Exercise goal :: Take every line in the entries that includes the word "Księdza" and copy it.

_ _ _ _

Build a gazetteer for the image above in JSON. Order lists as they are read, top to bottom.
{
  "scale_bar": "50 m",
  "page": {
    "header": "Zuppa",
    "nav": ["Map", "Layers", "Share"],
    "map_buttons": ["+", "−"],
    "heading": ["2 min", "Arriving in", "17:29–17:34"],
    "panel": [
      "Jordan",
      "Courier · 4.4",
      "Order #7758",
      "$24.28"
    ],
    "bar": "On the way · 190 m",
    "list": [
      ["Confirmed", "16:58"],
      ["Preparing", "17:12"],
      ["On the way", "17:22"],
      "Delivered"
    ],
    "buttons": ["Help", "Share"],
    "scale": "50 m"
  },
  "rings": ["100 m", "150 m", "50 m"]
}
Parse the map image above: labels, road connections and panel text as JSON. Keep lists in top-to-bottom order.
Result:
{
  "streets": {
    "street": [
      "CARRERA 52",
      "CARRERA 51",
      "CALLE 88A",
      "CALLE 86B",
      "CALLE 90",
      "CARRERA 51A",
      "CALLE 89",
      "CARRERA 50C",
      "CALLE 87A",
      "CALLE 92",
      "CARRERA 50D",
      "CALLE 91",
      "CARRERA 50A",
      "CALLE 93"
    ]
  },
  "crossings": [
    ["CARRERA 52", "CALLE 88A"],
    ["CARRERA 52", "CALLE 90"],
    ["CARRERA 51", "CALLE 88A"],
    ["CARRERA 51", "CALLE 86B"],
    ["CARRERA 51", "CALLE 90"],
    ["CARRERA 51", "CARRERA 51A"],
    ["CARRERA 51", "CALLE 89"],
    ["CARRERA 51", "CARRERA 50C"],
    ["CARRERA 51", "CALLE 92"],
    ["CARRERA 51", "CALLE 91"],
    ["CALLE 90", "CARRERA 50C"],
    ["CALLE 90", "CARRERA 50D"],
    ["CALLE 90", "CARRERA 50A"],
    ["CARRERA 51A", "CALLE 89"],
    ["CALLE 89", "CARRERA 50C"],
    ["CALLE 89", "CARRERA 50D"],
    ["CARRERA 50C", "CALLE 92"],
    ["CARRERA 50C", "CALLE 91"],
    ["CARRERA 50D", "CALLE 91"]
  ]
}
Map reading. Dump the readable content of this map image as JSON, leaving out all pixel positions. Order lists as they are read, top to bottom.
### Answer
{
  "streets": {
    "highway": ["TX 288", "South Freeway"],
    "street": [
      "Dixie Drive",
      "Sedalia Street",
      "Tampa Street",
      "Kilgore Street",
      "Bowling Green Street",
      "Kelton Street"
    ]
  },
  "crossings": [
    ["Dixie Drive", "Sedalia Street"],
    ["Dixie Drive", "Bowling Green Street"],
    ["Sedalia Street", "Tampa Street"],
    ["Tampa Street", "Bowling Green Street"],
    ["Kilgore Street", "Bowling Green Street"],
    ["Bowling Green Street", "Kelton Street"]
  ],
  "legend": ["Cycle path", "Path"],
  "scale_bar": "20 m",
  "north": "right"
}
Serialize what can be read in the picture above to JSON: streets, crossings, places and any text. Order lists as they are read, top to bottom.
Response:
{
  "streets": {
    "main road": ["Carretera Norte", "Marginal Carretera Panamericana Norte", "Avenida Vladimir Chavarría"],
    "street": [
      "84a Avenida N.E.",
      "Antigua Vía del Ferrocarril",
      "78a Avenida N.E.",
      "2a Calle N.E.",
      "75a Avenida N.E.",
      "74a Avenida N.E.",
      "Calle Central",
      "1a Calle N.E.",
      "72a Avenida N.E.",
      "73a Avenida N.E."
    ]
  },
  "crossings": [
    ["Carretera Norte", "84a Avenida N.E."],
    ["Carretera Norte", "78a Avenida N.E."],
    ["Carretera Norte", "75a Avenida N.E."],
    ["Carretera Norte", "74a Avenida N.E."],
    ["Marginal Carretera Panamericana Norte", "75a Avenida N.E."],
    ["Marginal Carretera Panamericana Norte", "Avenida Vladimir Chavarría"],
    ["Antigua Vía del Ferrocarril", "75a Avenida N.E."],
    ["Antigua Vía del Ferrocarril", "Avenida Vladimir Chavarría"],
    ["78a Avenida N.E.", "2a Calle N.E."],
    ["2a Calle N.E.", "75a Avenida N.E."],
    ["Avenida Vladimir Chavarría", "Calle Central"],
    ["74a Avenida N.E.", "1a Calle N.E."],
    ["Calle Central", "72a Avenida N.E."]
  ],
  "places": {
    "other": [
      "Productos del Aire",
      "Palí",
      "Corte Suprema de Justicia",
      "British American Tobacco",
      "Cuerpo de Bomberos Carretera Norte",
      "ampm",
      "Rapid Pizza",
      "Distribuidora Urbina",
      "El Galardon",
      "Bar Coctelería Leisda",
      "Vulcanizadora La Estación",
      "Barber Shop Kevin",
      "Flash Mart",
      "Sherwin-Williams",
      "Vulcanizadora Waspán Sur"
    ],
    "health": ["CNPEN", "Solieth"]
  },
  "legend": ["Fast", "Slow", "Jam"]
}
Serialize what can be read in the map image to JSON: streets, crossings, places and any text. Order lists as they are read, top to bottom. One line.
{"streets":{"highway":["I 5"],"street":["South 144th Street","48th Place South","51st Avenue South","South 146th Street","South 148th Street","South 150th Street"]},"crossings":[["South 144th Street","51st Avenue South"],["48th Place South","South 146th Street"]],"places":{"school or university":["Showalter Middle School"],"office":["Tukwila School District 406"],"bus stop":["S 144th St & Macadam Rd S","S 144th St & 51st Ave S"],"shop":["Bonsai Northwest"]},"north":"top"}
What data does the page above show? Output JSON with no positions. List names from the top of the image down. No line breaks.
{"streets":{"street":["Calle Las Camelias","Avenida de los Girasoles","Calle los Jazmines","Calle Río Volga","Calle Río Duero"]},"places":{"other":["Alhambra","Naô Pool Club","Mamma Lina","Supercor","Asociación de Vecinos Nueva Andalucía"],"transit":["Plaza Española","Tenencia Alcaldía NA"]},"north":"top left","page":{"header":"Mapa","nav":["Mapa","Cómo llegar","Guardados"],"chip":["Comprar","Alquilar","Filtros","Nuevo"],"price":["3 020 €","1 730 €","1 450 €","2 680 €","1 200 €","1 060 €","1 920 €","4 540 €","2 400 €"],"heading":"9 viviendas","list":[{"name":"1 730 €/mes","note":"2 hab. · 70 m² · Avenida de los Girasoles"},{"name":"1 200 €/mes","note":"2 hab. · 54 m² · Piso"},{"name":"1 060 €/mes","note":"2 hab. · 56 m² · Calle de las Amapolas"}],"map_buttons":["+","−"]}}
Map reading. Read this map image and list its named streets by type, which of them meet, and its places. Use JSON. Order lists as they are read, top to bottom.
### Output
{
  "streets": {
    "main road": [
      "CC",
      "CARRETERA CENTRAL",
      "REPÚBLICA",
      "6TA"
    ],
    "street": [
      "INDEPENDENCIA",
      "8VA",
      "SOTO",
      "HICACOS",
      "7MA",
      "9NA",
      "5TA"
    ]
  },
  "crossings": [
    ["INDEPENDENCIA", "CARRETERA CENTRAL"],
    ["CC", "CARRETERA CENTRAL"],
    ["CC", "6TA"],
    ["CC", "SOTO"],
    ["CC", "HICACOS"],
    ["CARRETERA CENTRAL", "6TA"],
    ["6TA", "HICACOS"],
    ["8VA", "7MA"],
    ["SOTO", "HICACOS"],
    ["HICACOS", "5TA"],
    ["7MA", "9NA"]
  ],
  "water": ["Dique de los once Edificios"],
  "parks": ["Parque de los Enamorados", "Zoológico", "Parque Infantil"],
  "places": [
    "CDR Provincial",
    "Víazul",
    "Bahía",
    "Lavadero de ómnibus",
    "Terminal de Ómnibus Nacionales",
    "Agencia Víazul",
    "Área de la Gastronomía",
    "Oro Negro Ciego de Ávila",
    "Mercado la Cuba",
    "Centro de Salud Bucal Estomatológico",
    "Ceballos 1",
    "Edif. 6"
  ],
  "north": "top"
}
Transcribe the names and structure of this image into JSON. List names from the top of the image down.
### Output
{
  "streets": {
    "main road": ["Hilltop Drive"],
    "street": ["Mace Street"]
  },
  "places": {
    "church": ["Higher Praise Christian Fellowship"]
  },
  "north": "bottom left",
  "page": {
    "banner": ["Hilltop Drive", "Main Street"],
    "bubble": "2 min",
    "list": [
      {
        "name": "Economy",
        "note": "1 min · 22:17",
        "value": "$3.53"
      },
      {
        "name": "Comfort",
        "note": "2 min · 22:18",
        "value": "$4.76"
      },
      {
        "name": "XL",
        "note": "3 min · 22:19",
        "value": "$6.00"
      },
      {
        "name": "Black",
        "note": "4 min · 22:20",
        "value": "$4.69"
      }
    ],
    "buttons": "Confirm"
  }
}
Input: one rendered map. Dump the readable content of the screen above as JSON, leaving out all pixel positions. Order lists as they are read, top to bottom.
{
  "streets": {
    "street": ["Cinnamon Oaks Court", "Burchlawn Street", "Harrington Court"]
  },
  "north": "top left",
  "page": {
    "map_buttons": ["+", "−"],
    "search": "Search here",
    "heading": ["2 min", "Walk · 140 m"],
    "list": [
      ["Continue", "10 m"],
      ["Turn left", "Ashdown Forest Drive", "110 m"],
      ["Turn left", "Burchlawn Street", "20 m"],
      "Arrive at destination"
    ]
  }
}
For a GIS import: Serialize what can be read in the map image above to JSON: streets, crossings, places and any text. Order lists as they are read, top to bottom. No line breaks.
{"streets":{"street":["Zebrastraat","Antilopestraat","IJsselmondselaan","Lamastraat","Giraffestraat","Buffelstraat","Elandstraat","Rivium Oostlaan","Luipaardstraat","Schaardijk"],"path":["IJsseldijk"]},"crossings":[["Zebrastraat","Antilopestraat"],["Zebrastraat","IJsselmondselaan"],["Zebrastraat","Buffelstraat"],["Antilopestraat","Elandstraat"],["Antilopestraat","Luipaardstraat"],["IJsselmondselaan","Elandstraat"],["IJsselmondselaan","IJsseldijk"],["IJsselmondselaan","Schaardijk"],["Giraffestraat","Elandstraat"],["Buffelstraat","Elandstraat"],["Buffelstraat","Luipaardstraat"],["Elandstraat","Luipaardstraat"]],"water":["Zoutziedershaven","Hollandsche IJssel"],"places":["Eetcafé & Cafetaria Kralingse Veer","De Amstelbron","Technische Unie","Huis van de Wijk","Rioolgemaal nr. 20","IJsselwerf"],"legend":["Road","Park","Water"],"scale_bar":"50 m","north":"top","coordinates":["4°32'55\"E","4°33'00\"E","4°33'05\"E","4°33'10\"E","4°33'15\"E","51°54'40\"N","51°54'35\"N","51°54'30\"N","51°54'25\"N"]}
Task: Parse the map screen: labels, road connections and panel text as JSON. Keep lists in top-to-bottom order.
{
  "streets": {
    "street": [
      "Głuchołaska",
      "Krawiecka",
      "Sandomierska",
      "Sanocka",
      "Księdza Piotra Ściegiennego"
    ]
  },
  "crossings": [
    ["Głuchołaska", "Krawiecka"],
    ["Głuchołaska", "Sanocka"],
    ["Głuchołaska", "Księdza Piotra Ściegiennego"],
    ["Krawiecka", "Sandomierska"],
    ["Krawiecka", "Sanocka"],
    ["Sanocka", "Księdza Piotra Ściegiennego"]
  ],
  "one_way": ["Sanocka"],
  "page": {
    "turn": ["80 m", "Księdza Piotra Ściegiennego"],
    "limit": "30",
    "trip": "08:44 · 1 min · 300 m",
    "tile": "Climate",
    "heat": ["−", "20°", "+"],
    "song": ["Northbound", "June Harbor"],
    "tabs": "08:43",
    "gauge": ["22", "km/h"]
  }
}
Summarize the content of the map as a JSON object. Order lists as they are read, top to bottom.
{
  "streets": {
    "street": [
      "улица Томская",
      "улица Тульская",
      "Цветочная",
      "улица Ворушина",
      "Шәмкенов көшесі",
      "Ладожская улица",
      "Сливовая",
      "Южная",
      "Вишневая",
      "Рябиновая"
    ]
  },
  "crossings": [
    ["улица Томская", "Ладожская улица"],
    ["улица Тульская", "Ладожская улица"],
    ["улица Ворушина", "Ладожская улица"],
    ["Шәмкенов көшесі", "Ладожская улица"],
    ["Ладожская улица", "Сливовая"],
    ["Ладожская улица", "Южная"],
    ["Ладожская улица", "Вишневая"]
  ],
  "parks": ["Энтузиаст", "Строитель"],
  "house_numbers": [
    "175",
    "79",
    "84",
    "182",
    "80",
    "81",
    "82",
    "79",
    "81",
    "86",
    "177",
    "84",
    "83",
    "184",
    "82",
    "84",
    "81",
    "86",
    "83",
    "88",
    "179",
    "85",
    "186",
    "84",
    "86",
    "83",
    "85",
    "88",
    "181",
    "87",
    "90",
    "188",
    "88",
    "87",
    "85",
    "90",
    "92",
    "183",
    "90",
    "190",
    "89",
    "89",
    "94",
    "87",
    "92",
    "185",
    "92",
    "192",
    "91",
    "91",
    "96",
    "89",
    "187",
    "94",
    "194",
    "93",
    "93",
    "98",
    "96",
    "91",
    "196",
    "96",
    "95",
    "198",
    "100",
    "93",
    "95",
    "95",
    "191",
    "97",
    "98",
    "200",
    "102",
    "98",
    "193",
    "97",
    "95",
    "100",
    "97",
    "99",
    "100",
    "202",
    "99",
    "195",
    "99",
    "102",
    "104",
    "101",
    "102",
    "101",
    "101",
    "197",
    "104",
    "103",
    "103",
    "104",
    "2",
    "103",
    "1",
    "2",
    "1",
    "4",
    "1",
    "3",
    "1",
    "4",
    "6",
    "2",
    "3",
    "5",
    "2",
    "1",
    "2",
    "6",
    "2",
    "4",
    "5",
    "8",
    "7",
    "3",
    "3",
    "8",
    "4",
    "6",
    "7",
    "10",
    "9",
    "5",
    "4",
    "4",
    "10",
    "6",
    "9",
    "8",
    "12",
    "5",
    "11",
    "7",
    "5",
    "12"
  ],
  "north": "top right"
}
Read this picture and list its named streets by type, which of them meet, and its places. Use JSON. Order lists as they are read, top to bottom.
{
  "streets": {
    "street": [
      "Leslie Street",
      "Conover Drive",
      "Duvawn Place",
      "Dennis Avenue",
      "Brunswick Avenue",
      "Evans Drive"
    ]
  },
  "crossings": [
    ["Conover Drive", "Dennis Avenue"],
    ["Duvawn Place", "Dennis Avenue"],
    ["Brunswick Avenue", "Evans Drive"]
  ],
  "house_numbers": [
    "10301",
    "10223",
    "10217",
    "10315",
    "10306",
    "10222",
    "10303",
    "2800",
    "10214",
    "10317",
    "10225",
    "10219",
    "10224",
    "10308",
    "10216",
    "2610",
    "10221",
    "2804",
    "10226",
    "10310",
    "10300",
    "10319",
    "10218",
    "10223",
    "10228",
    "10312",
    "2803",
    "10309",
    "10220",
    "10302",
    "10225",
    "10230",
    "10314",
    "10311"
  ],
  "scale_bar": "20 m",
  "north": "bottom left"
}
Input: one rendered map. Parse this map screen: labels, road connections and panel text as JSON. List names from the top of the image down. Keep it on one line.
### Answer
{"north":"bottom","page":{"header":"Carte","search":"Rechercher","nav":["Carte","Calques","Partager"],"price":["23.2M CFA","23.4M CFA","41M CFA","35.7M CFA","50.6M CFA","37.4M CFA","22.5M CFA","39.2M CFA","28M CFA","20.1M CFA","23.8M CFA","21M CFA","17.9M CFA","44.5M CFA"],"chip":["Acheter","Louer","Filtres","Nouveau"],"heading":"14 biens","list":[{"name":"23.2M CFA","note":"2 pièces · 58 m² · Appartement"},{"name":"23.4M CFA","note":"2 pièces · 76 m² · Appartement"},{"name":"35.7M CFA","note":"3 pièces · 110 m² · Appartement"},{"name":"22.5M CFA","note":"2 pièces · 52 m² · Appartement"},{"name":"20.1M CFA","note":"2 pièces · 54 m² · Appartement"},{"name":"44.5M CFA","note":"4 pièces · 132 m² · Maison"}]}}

_ _ _ _

Solution to this exercise ::
      "Księdza Piotra Ściegiennego"
    ["Głuchołaska", "Księdza Piotra Ściegiennego"],
    ["Sanocka", "Księdza Piotra Ściegiennego"]
    "turn": ["80 m", "Księdza Piotra Ściegiennego"],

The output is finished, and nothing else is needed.